--- START ---
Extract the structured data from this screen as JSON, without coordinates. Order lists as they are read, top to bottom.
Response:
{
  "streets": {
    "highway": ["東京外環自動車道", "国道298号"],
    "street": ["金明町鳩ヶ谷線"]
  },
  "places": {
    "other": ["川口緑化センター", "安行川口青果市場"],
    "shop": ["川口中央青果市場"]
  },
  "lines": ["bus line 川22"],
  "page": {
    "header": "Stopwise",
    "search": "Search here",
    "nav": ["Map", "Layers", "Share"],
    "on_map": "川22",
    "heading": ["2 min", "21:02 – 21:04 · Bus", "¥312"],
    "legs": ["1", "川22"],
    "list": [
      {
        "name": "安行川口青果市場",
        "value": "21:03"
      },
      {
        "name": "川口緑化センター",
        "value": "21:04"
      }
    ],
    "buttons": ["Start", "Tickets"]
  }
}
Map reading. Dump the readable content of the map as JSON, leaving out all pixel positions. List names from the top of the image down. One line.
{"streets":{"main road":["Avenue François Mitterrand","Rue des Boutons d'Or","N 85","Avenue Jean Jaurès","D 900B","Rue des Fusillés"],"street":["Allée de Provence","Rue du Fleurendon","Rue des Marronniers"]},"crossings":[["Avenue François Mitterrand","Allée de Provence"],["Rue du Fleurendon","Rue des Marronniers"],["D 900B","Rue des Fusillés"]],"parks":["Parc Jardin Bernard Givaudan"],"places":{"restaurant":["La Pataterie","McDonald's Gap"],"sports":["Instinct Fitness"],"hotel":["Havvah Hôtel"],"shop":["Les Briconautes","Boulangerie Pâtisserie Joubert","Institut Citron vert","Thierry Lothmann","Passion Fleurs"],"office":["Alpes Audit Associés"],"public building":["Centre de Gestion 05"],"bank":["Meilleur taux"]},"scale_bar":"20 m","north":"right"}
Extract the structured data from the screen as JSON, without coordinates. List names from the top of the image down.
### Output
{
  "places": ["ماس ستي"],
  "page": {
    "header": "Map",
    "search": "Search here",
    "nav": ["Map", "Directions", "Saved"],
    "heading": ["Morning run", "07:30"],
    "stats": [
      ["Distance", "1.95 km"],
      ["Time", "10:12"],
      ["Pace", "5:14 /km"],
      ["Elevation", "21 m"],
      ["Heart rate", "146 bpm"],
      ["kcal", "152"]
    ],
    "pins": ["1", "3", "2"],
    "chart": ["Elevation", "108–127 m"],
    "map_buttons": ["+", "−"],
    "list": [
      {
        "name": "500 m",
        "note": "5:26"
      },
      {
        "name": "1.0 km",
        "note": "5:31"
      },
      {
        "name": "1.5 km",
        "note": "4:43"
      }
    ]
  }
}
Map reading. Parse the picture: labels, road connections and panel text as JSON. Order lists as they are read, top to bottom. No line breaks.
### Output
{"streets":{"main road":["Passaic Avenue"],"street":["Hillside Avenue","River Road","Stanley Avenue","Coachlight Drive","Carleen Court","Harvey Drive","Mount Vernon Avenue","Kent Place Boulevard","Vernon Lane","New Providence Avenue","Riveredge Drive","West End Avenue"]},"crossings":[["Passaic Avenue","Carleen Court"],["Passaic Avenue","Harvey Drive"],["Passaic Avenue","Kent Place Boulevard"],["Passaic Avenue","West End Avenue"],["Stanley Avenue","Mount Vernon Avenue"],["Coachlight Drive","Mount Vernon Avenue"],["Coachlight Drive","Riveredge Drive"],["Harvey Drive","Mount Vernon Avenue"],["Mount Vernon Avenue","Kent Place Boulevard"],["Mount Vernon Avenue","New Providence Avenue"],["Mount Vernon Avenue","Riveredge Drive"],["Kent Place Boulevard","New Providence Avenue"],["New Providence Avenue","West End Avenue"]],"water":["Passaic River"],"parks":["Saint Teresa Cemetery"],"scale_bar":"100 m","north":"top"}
--- END ---
Copy out, in full, each line above that has the word "screen" in it.

Extract the structured data from this screen as JSON, without coordinates. Order lists as they are read, top to bottom.
Extract the structured data from the screen as JSON, without coordinates. List names from the top of the image down.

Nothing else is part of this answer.